Éducation: francophones de la C.-B. en appel

La Colombie-Britannique compte près de 71 000 francophones, dont 42 000 vivent à Vancouver et Victoria.
Photo: Jonathan Hayward La Presse canadienne La Colombie-Britannique compte près de 71 000 francophones, dont 42 000 vivent à Vancouver et Victoria.

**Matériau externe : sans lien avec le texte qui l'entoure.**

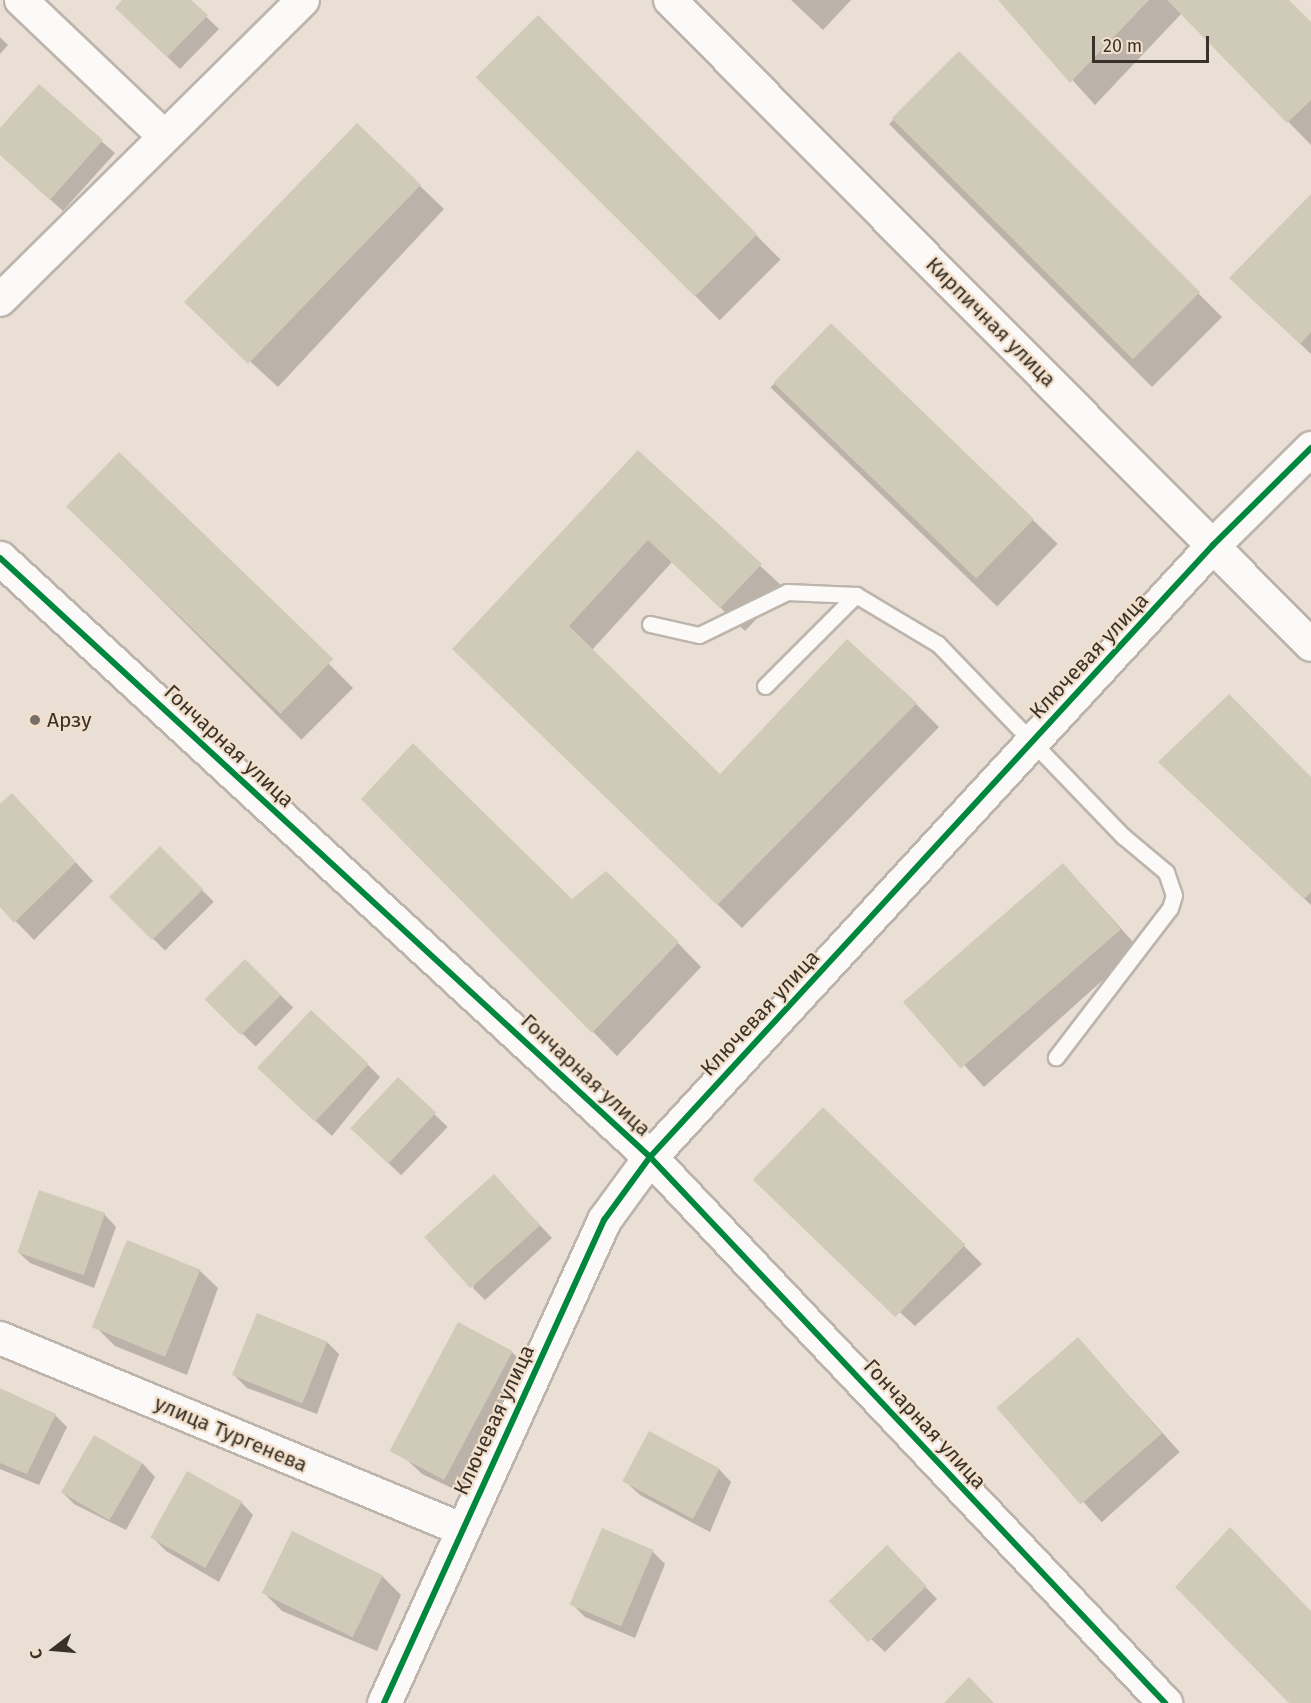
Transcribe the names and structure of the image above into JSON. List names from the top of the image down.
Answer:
{
  "streets": {
    "street": [
      "Кирпичная улица",
      "Ключевая улица",
      "Гончарная улица",
      "улица Тургенева"
    ]
  },
  "crossings": [
    ["Кирпичная улица", "Ключевая улица"],
    ["Ключевая улица", "Гончарная улица"],
    ["Ключевая улица", "улица Тургенева"]
  ],
  "places": ["Арзу"],
  "scale_bar": "20 m",
  "north": "left"
}
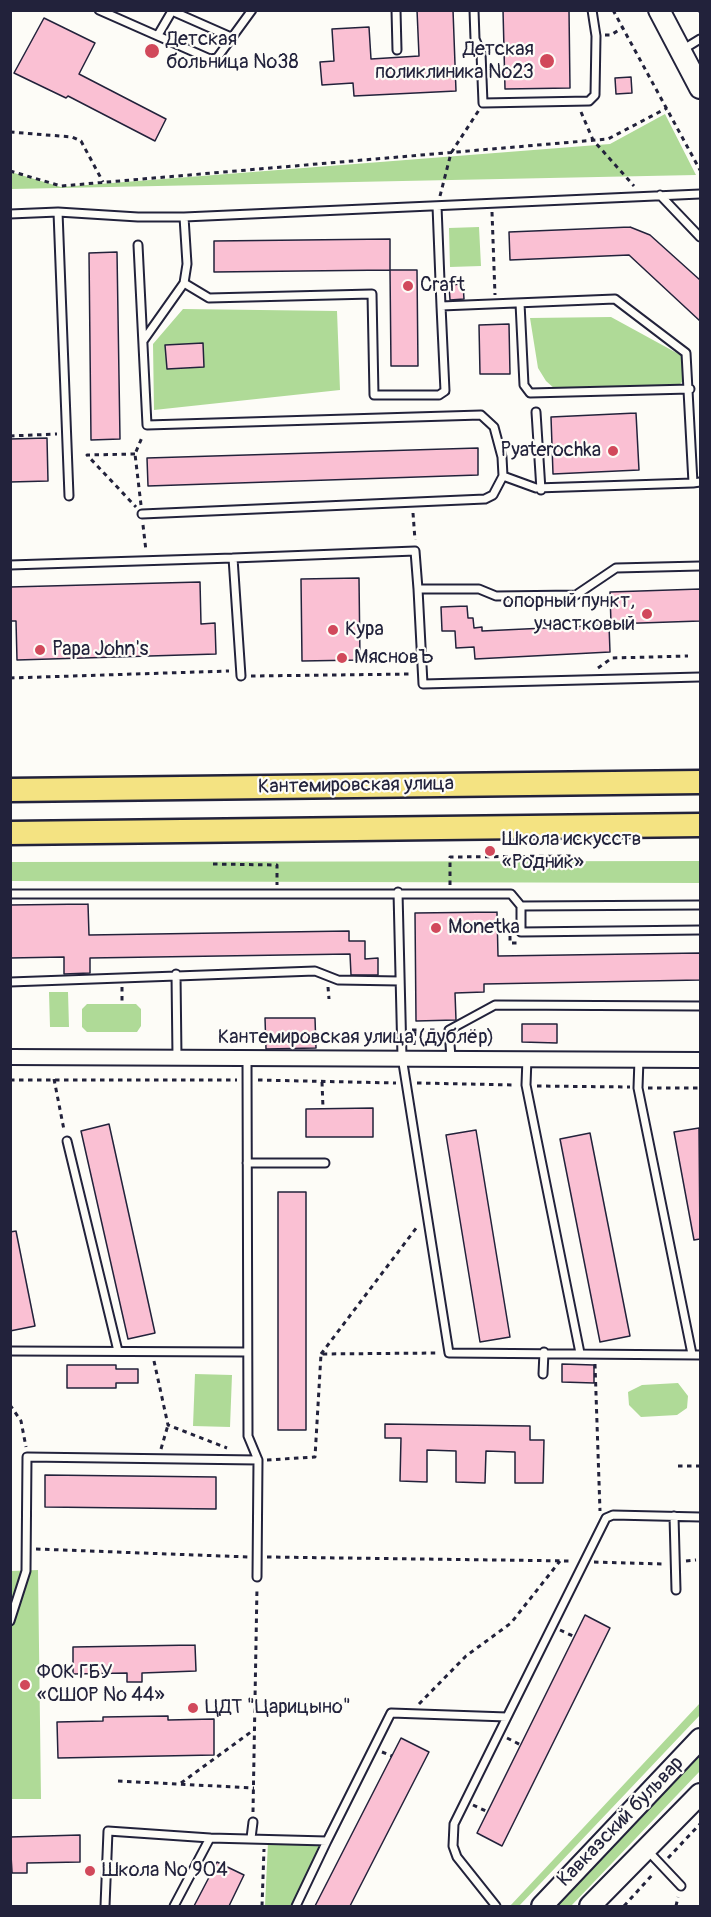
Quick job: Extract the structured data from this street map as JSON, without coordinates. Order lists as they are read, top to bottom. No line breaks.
{"streets":{"main road":["Кантемировская улица","Кавказский бульвар"],"street":["Кантемировская улица (дублёр)"]},"places":["Детская больница №38","Детская поликлиника №23","Craft","Pyaterochka","опорный пункт, участковый","Кура","Papa John's","МясновЪ","Школа искусств «Родник»","Monetka","ФОК ГБУ «СШОР № 44»","ЦДТ \"Царицыно\"","Школа № 904"]}
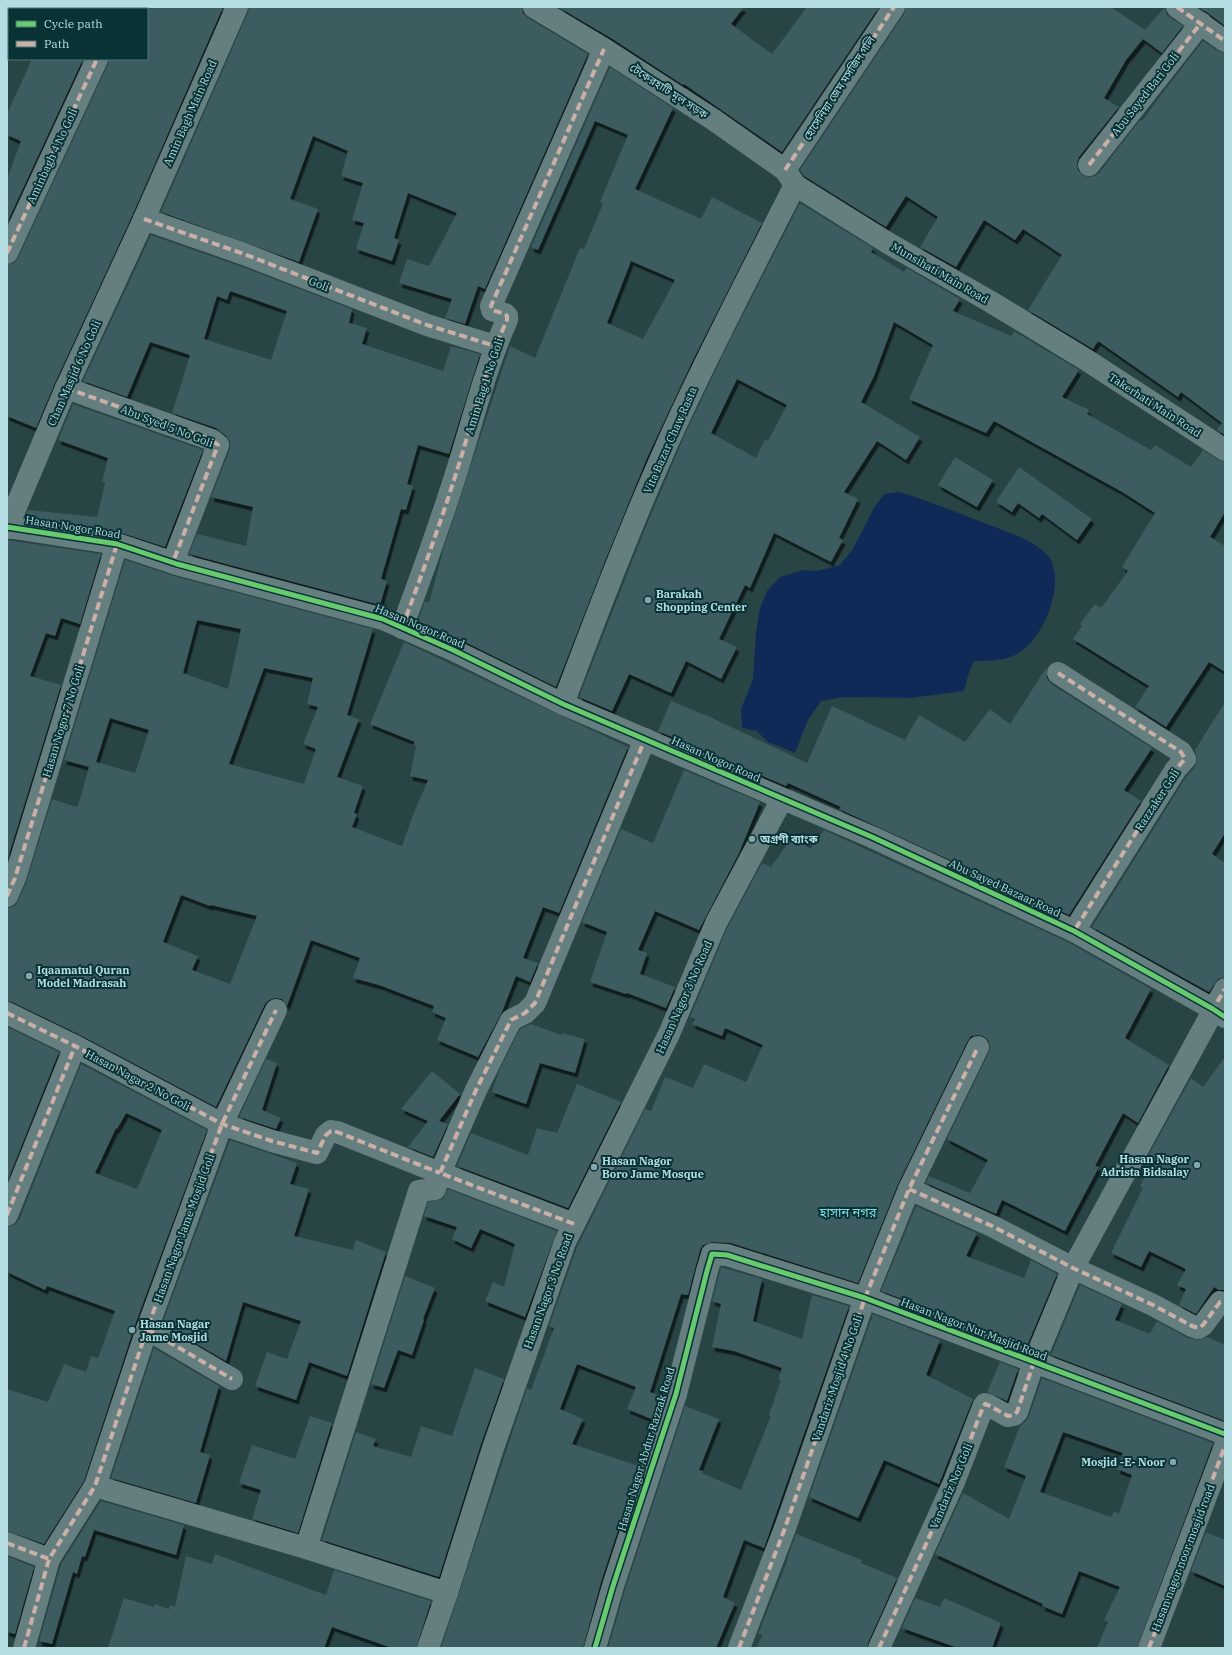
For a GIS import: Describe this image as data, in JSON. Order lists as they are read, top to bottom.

Le Conseil scolaire francophone (CSF) et la Fédération des parents francophones de la Colombie-Britannique (FPFCB) ont décidé de porter en appel une partie du jugement de la Cour suprême de la province rendue en septembre, et qui forçait le gouvernement à leur verser 6 millions de dollars pour remédier à des iniquités entre les écoles francophones et anglophones de la province.

Après avoir analysé en profondeur le jugement de 1600 pages, et malgré des « gains importants » obtenus par la communauté, les deux organismes sont d’avis que de trop nombreuses conclusions de la juge sont « erronées » et « pourraient avoir des conséquences graves et à long terme pour la communauté francophone ».

Interprétation restrictive

Ces organismes demandent donc à la Cour d’appel de la Colombie-Britannique de « corriger » certaines erreurs qui auraient été commises par la juge. Ils estiment que la juge a fait preuve d’une interprétation trop restrictive de l’article de la Charte canadienne des droits et libertés qui protège les écoles de langue française dans les provinces autres que le Québec.

L’appel remettra en question la conclusion de la juge voulant que l’article premier de la Charte puisse être invoqué pour justifier des atteintes à ces protections, « au motif que de fournir aux francophones les édifices scolaires auxquels ils ont droit coûterait trop cher », selon les deux groupes.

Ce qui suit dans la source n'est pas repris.